Where are the limits of exploding?

mwra · February 7, 2025, 10:58pm

I’m not saying this is the solution, but just tried the TXT files (Zip posted up thread). Dragged them into Tinderbox:

Expand those per-source note containers, and, tada!

One note per paragraph of the source note—instantly!

I guess the next thing to try is the same with RTF, as realise some folk want styled source text. Here’s the above reason, as proof. Zipped (as 18MB → 700 kb): 7200explode-1.tbx.zip (683.7 KB)

Anyway, no reason not to use Stream parsing but for the original scenario is it possibly more work to get to the stage as above. The experiment above is also a reminder that trying to do everything in one app sometimes pushes boundaries unnecessarily when simple alternates exist (as I myself keep re-learning).
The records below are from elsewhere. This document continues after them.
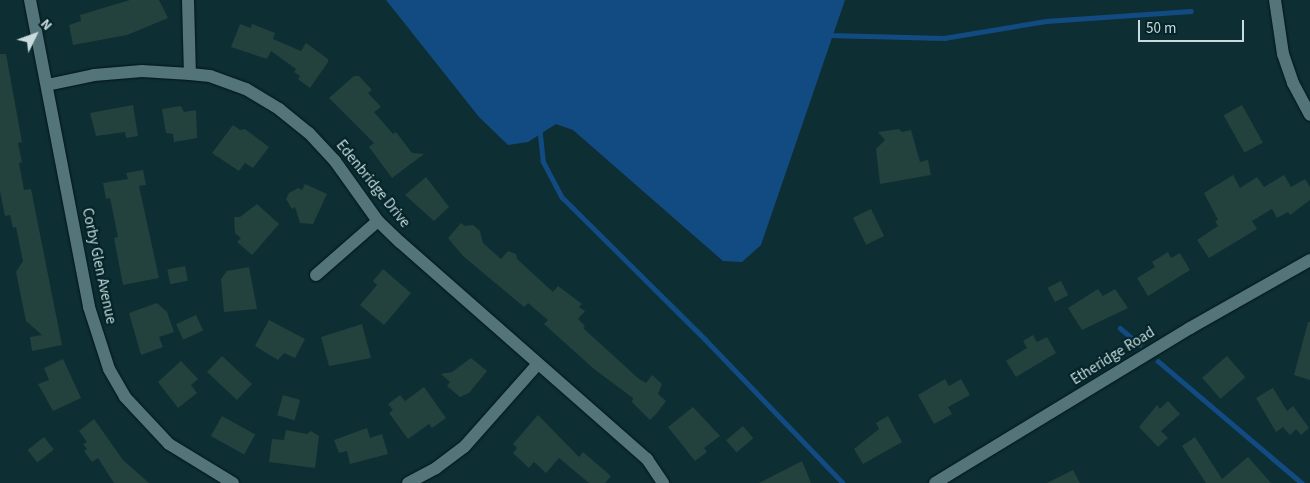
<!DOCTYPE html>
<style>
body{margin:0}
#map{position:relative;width:1310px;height:483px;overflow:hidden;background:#0d2e32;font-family:"Source Sans 3",sans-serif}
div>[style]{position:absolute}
.water>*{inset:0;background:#124b82}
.stream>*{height:4.5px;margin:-2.25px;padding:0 2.25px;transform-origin:2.25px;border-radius:2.25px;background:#124b82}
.building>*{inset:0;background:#23423e;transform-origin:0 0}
.roads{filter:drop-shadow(0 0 1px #001518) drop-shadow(0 0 1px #001518)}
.minor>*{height:12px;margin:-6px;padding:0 6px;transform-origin:6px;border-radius:6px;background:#537479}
.tertiary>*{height:12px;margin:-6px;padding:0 6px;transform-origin:6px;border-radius:6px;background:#537479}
span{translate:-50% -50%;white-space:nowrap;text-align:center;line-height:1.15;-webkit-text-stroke:4.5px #032428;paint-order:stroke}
.street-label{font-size:15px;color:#c9dbdd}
.north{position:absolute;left:10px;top:10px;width:50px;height:50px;-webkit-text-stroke:4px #032428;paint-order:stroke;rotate:48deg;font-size:14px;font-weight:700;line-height:20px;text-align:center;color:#c9dbdd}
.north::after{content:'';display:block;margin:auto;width:18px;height:22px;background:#c9dbdd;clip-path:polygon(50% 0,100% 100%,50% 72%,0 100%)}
.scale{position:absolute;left:1138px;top:20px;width:106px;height:22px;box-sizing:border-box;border:2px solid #c9dbdd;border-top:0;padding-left:6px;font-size:15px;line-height:18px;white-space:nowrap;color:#c9dbdd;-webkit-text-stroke:4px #032428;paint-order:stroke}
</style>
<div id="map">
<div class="water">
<div style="clip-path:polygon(386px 0,845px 0,761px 245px,742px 262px,723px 261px,573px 130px,556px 124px,528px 142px,508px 145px,479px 117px)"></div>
</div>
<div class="stream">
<div style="left:828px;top:35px;width:116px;rotate:1.5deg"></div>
<div style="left:944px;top:38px;width:103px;rotate:-9.5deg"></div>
<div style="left:1046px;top:21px;width:145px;rotate:-3.9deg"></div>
<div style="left:540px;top:130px;width:31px;rotate:84deg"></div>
<div style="left:543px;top:161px;width:41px;rotate:62.2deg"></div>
<div style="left:562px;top:197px;width:202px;rotate:44.8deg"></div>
<div style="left:705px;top:339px;width:199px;rotate:46.2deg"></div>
<div style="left:1120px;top:328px;width:26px;rotate:40deg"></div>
<div style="left:1158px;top:361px;width:189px;rotate:40.3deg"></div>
</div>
<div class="building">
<div style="clip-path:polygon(130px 0,159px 0,168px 18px,127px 35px,73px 45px,69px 25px,81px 21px,80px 15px)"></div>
<div style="clip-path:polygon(240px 24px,251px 28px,252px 24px,275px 33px,273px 39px,301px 51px,306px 43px,328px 59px,328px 62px,310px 88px,298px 79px,300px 76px,294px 72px,296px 69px,271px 51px,267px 59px,231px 47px)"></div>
<div style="clip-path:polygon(0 54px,6px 54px,22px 142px,18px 143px,22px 162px,19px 163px,24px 190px,31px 189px,62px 345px,32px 351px,30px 337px,42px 335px,26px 321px,16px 272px,23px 261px,17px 232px,16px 227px,13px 228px,10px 215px,5px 216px,0 191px)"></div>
<div style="clip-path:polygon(354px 76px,359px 76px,372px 90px,368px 93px,381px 107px,374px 112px,393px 134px,396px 132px,412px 153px,424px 154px,392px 178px,369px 147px,374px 143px,329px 98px)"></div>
<div style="clip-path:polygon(133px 105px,138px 136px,126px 138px,125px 132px,96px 136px,90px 113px)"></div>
<div style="left:1242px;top:105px;width:43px;height:21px;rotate:61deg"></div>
<div style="clip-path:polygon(181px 106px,184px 112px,196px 110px,197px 138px,174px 142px,173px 134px,166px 133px,162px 109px)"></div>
<div style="clip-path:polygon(233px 125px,240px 130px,245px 129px,269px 147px,253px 168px,245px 163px,239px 171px,212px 153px)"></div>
<div style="clip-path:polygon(899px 129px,902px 132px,911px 130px,920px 162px,928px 160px,931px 175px,880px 184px,876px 149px,885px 140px,878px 132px)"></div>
<div style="clip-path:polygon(143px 170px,146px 185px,139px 186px,159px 278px,123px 285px,114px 238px,118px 237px,110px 198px,106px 199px,103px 183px,128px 179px,126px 173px)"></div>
<div style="clip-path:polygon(1233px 175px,1240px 188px,1257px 177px,1264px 187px,1284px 175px,1291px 187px,1305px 179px,1310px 187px,1310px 200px,1290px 215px,1288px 212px,1277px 218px,1272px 209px,1252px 221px,1257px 229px,1209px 258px,1197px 240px,1218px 226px,1215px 221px,1218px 220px,1204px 193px)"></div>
<div style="clip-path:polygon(426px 177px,449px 207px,434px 221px,405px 195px)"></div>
<div style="clip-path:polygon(305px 184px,327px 194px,313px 224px,300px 223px,295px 207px,292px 209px,286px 199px,289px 193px,298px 188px,302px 190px)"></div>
<div style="clip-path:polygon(257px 204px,279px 224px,252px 255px,237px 242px,241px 238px,235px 233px,234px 217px,240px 217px)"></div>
<div style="left:871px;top:209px;width:30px;height:20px;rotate:64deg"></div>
<div style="clip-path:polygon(461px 223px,465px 226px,473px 225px,480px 231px,483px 243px,501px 259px,508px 251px,516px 254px,517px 259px,553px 292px,558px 286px,582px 304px,579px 307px,585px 311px,578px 319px,585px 326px,583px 328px,639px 379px,646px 383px,652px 375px,662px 384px,658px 394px,666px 401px,657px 413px,650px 420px,632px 402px,633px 398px,594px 369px,544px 324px,548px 320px,528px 303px,524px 307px,463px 256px,448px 238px)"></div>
<div style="clip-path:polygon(1168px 252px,1171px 258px,1180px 253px,1190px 270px,1148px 296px,1137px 278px,1155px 267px,1152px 262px)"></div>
<div style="left:185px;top:266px;width:15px;height:18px;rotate:79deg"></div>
<div style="clip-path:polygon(249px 267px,257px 309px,224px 312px,221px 279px,227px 271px)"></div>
<div style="clip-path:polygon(383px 269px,411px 293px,384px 325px,360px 305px,377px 285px,373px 281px)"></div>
<div style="left:1061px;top:281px;width:16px;height:15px;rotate:63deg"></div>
<div style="clip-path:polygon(1098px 289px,1103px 296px,1115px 289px,1128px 308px,1082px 330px,1068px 308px)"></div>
<div style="clip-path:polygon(157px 303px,167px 312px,174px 332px,159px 337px,163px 347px,141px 355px,129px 313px)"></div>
<div style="left:196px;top:315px;width:17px;height:22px;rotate:65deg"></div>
<div style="clip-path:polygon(269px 320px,305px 339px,295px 358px,284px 353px,278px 360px,255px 346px)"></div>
<div style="clip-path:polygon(1308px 322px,1310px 322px,1310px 380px,1294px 375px)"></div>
<div style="clip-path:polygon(362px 324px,371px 358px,329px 366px,321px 337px)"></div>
<div style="clip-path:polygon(1033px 335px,1037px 342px,1047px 337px,1056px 353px,1016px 377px,1006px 361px,1027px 348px,1023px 341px)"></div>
<div style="left:222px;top:356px;width:41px;height:22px;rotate:43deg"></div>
<div style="left:1227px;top:356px;width:28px;height:33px;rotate:49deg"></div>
<div style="clip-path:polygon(471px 358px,487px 371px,469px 393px,460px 397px,447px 386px,450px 382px,441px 374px,452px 372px)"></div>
<div style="clip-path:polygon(63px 359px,81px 398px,53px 411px,38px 384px,49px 380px,44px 368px)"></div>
<div style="clip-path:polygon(181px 361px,198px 379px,191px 385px,197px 393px,178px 408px,158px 382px)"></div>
<div style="clip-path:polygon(945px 379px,949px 386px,961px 379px,970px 395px,948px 407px,952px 414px,934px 424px,918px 395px)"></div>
<div style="clip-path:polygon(424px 387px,446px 418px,432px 428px,429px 424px,408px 439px,389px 413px,393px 410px,388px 404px,400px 395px,405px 401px)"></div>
<div style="clip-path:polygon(1273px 388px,1287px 411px,1293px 406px,1309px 428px,1301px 435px,1296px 429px,1290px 435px,1283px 427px,1276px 432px,1256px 398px)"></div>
<div style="left:283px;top:395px;width:18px;height:21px;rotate:16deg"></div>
<div style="clip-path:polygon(1168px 401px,1180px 414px,1161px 431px,1168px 438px,1158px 447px,1139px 427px,1157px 405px,1160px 409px)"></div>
<div style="clip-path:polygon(693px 407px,720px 436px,704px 448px,707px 452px,695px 461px,668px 427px)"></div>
<div style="clip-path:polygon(538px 415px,579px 457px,583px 452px,611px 476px,605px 483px,589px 483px,559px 458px,546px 473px,534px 462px,529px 468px,513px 453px,517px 448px,513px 444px)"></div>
<div style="left:222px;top:416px;width:38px;height:23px;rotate:29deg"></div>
<div style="clip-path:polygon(888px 416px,902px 442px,863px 464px,854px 449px,879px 429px,876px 423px)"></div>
<div style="clip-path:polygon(94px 419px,123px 460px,149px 483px,114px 483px,98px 458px,92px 462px,84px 451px,87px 449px,83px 444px,87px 442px,79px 431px)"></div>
<div style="left:743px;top:426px;width:16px;height:22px;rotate:50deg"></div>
<div style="clip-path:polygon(367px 428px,370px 438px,382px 434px,388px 454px,350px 464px,347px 451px,339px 453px,334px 440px)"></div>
<div style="clip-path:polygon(286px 430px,307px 434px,311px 431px,319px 436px,315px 468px,269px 462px,272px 439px,284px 440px)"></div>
<div style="left:44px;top:437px;width:16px;height:21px;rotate:52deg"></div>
<div style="clip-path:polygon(1195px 437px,1222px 479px,1248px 457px,1271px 483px,1206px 483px,1182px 446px)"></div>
<div style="clip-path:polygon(802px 461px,811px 483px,759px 483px)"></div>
<div style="clip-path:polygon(1073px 470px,1080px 483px,1047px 483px)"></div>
</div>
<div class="roads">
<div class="minor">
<div style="left:30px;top:0;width:313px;rotate:79.1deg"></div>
<div style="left:89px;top:307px;width:65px;rotate:72.1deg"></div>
<div style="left:109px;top:369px;width:32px;rotate:60deg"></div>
<div style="left:125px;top:397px;width:64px;rotate:46.9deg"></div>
<div style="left:169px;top:444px;width:75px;rotate:31.4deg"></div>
<div style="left:188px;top:0;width:74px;rotate:88.5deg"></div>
<div style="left:47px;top:85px;width:48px;rotate:-12deg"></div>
<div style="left:94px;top:75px;width:48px;rotate:-4.8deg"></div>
<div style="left:142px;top:71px;width:48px;rotate:3.6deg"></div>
<div style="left:190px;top:74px;width:20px;rotate:6deg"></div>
<div style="left:210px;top:76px;width:38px;rotate:20deg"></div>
<div style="left:246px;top:89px;width:39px;rotate:31deg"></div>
<div style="left:279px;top:109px;width:38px;rotate:39deg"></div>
<div style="left:309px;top:133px;width:38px;rotate:47deg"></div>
<div style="left:335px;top:161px;width:74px;rotate:54.4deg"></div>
<div style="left:378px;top:221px;width:30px;rotate:44deg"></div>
<div style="left:400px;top:242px;width:329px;rotate:41.3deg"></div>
<div style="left:647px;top:459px;width:29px;rotate:56deg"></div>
<div style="left:316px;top:275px;width:82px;rotate:-41.1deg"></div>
<div style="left:408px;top:483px;width:32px;rotate:-28deg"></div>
<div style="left:436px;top:468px;width:36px;rotate:-37deg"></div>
<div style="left:465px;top:446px;width:108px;rotate:-48.4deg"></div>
<div style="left:935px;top:483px;width:298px;rotate:-31.3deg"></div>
<div style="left:1190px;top:328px;width:138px;rotate:-29.5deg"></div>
</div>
<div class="tertiary">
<div style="left:1275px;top:0;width:55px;rotate:81.6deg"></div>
<div style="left:1283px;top:54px;width:31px;rotate:71deg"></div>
<div style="left:1293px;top:83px;width:36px;rotate:62deg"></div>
</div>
</div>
<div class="street-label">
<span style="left:373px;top:184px;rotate:51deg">Edenbridge Drive</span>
<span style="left:99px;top:266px;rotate:78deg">Corby Glen Avenue</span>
<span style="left:1113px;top:356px;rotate:-32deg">Etheridge Road</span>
</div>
<div class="north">N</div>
<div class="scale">50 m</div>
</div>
Side aspect note mentioned, but might be pertinent as starting scenario was MS Word. Do the styles matter, and were there embedded images. The text in the test TBX was plain text (the same Lorem ipsum repeated 000s of times), so might not be a true replication of the start scenario.

hermeneia · February 7, 2025, 11:11pm

Thank you, Mark, good to know! And so intriguing attributes …

Now that I know that Tinderbox explode function was not built for this kind of task I also think that the solution should be to get the document splitted before the import to Tinderbox.

And yes, the styles matter in my texts; bold or italics or small caps are valuable information that must not get lost in the process. But that is no big problem if the DOCX comes to Tinderbox in much smaller chunks.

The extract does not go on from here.